13. In Santi Ranjan Das Gupta Vs. Dasuram Mirzamal Firm-MANU/GH/0062/1956 : AIR 1957 ASSAM 49 the Division Bench of the Assam High Court has drawn distinction between 'no cause of action for the suit' and 'failure to disclose cause of action'. The Division Bench has observed that the plaint may disclose cause of action which may not be sufficient to sustain the suit. The suit in such case would be liable to dismissal. However, the plaint in such a case cannot be rejected by resort to Order VII Rule 11(a) of the CPC.

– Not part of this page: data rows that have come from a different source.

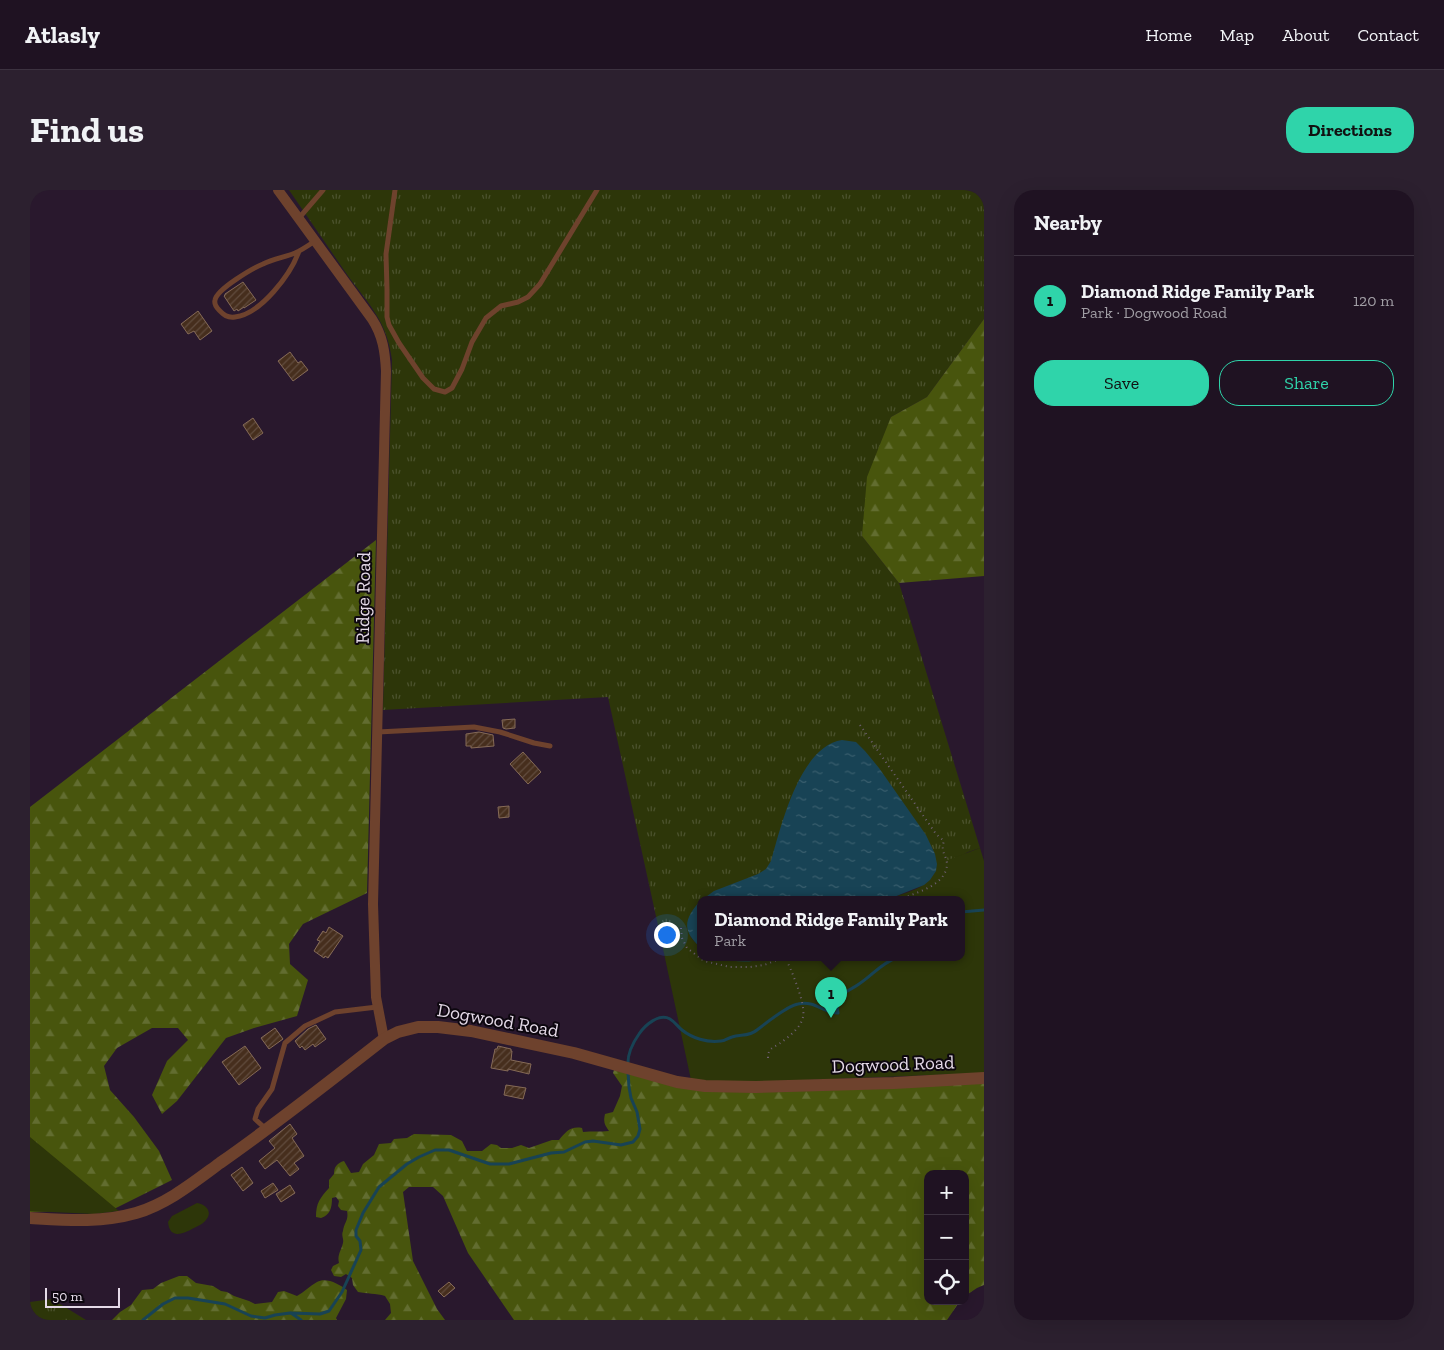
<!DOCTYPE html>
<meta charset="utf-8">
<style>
body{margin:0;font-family:"Zilla Slab",serif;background:#2c202f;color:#f1f3f6}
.controls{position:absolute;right:15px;bottom:15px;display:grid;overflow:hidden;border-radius:10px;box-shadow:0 5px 20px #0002}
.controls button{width:45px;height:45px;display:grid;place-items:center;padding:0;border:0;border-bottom:1px solid #3c3240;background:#1f1222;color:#f1f3f6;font:25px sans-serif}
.scale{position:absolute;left:15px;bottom:12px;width:75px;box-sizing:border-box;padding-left:5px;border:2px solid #e5dae8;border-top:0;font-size:14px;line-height:18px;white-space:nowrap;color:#e5dae8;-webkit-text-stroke:4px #0d070f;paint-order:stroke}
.you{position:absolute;left:636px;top:744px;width:18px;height:18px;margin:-12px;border:4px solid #fff;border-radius:50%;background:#1a73e8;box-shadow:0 0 0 8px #1a73e833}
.badge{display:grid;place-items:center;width:32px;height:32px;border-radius:50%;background:#2fd4aa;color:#111;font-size:16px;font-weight:700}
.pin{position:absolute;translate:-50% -41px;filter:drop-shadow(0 1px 2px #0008)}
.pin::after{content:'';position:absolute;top:26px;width:18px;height:15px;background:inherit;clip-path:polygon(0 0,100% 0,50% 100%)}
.popup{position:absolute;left:667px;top:706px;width:268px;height:65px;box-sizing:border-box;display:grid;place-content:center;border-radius:10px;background:#1f1222;filter:drop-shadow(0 1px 4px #0005);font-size:16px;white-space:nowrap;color:#a19ea5}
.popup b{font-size:19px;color:#f1f3f6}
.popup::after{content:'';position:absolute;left:50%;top:100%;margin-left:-10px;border:10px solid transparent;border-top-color:#1f1222}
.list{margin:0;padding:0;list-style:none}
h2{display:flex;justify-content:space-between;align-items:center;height:65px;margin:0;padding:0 20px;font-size:21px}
h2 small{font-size:16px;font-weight:400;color:#a19ea5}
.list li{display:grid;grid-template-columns:32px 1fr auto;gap:15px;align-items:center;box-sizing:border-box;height:90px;padding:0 20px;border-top:1px solid #3c3240}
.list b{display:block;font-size:19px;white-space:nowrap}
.list p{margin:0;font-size:16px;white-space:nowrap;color:#a19ea5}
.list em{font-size:16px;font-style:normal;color:#a19ea5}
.actions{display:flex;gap:10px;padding:15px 20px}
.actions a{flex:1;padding:11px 0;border:1px solid #2fd4aa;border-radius:20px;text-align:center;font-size:18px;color:#2fd4aa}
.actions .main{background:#2fd4aa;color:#111}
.icon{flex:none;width:28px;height:28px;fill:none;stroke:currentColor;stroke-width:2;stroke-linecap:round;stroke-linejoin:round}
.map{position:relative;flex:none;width:954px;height:1130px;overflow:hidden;border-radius:20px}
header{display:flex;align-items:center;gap:30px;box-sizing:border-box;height:70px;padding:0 25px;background:#1f1222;border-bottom:1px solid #3c3240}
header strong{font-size:24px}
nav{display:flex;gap:28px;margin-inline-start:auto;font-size:18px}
.intro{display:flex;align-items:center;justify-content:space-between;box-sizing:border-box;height:120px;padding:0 30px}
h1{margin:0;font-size:35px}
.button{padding:12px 22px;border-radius:20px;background:#2fd4aa;color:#111;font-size:18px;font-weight:700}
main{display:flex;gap:30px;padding:0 30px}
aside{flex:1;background:#1f1222;border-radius:20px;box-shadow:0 5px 20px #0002}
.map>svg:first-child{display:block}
</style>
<header>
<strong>Atlasly</strong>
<nav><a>Home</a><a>Map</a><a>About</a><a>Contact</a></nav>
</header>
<div class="intro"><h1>Find us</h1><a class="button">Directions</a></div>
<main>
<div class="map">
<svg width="954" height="1130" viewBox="0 0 954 1130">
<defs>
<pattern id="grass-tufts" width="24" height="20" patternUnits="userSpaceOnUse" patternTransform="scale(1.25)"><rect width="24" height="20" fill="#2d3609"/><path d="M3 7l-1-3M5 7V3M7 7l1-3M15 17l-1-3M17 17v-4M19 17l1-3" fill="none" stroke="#4b522d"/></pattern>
<pattern id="forest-firs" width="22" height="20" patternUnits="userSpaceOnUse" patternTransform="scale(1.25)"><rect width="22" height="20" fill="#48550d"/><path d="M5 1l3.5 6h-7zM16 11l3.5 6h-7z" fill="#626d30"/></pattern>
<pattern id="water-ripples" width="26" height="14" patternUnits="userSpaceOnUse" patternTransform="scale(1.25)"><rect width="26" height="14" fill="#184355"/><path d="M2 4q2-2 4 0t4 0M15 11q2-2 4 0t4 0" fill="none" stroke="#395e6d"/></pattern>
<pattern id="building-hatch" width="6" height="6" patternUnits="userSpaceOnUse" patternTransform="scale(1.25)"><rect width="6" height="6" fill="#462e1d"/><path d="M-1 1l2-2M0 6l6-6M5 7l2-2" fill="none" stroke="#614c3e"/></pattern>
</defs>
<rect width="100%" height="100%" fill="#29182d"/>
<!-- grass -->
<path fill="url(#grass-tufts)" d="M259 0H954V129L897 207 861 227 832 346 869 393 950 658 938 662 859 709H671V758L658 743 657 737 629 740 578 507 353 520 362 170C357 130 338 114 316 83 297 55 278 28 259 0Z
M22 1109 56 1130H0V1112Z"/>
<!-- forest -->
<path fill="url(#forest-firs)" d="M954 129V386L869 393 832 346 837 287 861 227 897 207Z
M346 350 337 703 273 734 259 754 260 774 278 790 267 826 224 838 196 848 147 911 132 924 122 905 137 871 158 850 148 838H122L87 858 74 876 80 900 104 927 129 961 142 990 84 1019 0 1022V617Z
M584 880 650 897 954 893V1095L947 1098 935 1106V984H898V1111H930L917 1130H484L438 1063 413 1006 403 997H379L373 1002 383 1071 407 1119 415 1130H355L361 1123 360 1114 355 1106C346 1103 337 1104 328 1102L323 1095 322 1088 316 1084 311 1087 304 1086 301 1080 303 1076 309 1073C307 1065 311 1061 313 1053 314 1048 311 1046 313 1041 314 1033 319 1030 317 1021L311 1020 308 1016 309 1011 306 1007 302 1008C302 1018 300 1025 291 1028L286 1027C286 1013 290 1008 299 998V990L304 984C304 977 307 973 314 971L321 983 329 982 333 974 344 965 349 954 361 953 364 949 377 948 384 944 421 945 432 951 437 961H452L461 954 467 955 471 958H482L491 955 499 958 522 950H529C536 942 540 936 552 938L553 942C562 941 570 942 579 941 575 935 573 933 575 924L583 922 590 906 592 896 583 883Z
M149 1086H157L166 1093 183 1096 191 1101 197 1102 204 1106 219 1111 225 1114 242 1112 248 1102 254 1101 267 1106C274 1102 280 1096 287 1092 296 1087 309 1094 317 1100L316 1109 306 1128 307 1130H82L90 1122 101 1115 112 1100 123 1099 131 1093Z"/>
<!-- green -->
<path fill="#2d3609" d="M950 658 954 671V883L702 893 661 890 629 740 657 737C658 746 665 752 671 758V767H687L699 771H728L737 767H931V709H859C879 701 903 698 907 674Z
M0 947 89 1021 64 1024 0 1021Z
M167 1013C176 1014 183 1022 176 1030 174 1033 170 1035 166 1037 156 1042 140 1052 138 1032L142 1026Z"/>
<!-- water -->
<path fill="url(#water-ripples)" d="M812 550 826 552 835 561 849 578 896 645 905 664 907 674 906 681 900 690 894 695 859 709H673L684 701 728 684 736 679 741 671C751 636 770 556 812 550Z
M671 710V758C651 740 654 729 671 710Z
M687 767H737C720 774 705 772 687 767Z"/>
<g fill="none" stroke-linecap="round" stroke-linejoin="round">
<!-- stream -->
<path stroke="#184355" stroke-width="3" d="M931 722 954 720
M598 876C597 864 602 854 609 844 615 835 629 823 640 829 645 832 648 837 652 840 662 848 677 853 691 851 695 851 698 848 702 847 710 844 719 847 727 840 736 833 757 816 768 814 785 810 793 823 808 823L806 810C812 802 821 800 829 794 844 784 850 774 868 767
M261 1123 271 1130
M113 1130 133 1114 145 1108H158L195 1114 221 1126 235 1128 245 1125 260 1123 290 1124 299 1121 312 1102 331 1060 330 1051 326 1046V1040L333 1023 349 997 377 974 389 967 405 960H419L460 974H479L521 963 534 962 555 952 563 951 591 955 603 952 608 946 610 939 607 922 601 908 599 897 598 882"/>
</g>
<!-- building -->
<path fill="url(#building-hatch)" stroke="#856a57" d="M213 92 226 110 214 118V117L208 121 207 119 204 121 194 106 195 105V104Z
M168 121 182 141 170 150 164 141 158 144 151 134Z
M260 162 268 173 271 171 278 180 263 191 248 171Z
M223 228 233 243 223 250 213 235Z
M485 529V538L476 539 473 538 472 530Z
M449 542 463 545 464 556 441 558V556H436V544Z
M493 562 511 582 498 594 480 574Z
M479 616V627L469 628 468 617Z
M299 737 313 746 298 768 295 766 294 768 284 761 290 751 287 750 293 741 296 743Z
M286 835 296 849 285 857 283 854 275 860 272 856 270 858 265 851 278 839Z
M245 838 253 849 239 859 231 848Z
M215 856 231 878 209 895 192 872Z
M468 856 481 859V861H482L481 870 501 874 499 884 478 879V881L461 878 465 859H467Z
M476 895 496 898 493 909 474 905Z
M260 934 267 944 262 948 274 966 264 973 269 979 260 986 247 970 235 979 229 971 245 958 239 951Z
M212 977 223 993 213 1001 201 985Z
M243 993 248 1000 235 1008 231 1001Z
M260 995 265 1003 251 1012 246 1004Z
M419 1092 425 1098 414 1107 408 1101Z"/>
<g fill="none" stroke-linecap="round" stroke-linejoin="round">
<!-- path -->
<path stroke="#6f6073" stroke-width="2" stroke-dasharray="1 4" stroke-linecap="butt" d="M830 535 906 644 914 651C910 663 917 665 917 675 915 696 887 702 871 709
M651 738 652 748 657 758 674 771 700 777H720L734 775 755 767
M738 868C738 859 742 858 749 854 757 848 771 838 773 827 776 814 761 779 755 767"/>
<!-- service -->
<path stroke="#6e422d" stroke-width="5" d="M365 0 356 64 357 99V127L359 135 369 153 393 188 404 199 415 202 422 198 432 179 442 152 456 128 471 116 488 112 498 107 510 94 567 0
M269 28 293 0
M269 61C261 84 231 124 205 127 197 128 194 125 189 120 186 117 184 114 185 110 187 99 223 78 233 74 243 69 255 67 265 63 272 60 279 55 285 51
M348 542 444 537 470 542 504 553 520 556
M236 939 225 929 228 919 242 899 255 853 275 836 305 822 347 817"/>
<!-- minor -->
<path stroke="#6e422d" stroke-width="10" d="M248 0 342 129C353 146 355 162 356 181L343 714 346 807 354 849"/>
<!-- tertiary -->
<path stroke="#6e422d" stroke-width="12" d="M0 1028C36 1030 71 1033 106 1023 137 1014 164 992 190 973 246 934 300 891 354 849L368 842 388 837H408L441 841 544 863 647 892 675 896 726 897 864 893 954 888"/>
</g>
<g text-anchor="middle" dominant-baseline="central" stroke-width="4" stroke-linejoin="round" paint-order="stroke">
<!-- street labels -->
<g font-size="19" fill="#e5dae8" stroke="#0d070f">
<text transform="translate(333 408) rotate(-89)">Ridge Road</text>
<text transform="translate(468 830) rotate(10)">Dogwood Road</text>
<text transform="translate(863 874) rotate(-2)">Dogwood Road</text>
</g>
</g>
</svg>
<div class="controls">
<button>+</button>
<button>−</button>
<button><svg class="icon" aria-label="locate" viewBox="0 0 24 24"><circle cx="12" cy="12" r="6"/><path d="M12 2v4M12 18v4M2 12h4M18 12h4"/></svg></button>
</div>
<div class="scale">50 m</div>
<div class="you"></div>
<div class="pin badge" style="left:801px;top:828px">1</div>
<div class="popup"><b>Diamond Ridge Family Park</b>Park</div>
</div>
<aside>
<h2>Nearby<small></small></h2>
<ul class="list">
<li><span class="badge">1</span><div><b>Diamond Ridge Family Park</b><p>Park · Dogwood Road</p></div><em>120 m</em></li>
</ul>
<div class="actions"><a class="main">Save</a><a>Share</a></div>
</aside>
</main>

14. In British Airways Vs. Art Works Export Ltd. and another-MANU/WB/0022/1986 : AIR 1986 CALCUTTA 120 the Division Bench of the Calcutta High Court declined to reject the plaint based on the plea that there was no cause of action for the plaintiff to institute the suit. In this case also the Division Bench made a distinction between the 'absence of cause of action' and the 'failure to disclose cause of action'. In the former case the suit may be dismissed upon conclusion of the trial. However, it is only in the later case that a plaint can be rejected.

15. In Industrial Development Bank of India Vs. Mrs. G.C. Kamala and others-2009 AIHC 1611 the learned Single Judge of the Madras High Court has held that as long as the plaint discloses a cause of action, the same cannot be rejected by resort to Order VII Rule 11(a) of the CPC. The correctness or falsity of the cause of action projected in the suit cannot be gone into while dealing with an application for rejection of plaint.

16. Most of the contentions raised by the learned Counsel for the petitioner seem to suggest that the rejection of the plaint was sought for on the ground that the plaintiff has no cause of action to institute the suit. As noted earlier this is not a good ground for rejection of the plaint by resort to Order VII Rule 11 of the CPC. Besides as noted earlier, there is no question to adverting to the defense of the petitioner in the suit at the stage of dealing with an application Order VII Rule 11(a) of the CPC.

17. For all the aforesaid reasons it cannot be said that there is any failure on the part of the learned trial Judge to exercise jurisdiction. Accordingly, this petition is liable to be dismissed and he hereby dismissed. There shall be no order as to costs.

18. It is however clarified that observations in the impugned order for that matter the present order are only in the context of considering petitioner's application under Order VII Rule 11 of the CPC. Therefore, none of these observations shall in any manner prejudice the petitioner's defense in the suit on merits. Accordingly, all contentions of all parties on the merits of the suit are left open for determination by the learned trial Judge at the appropriate stage.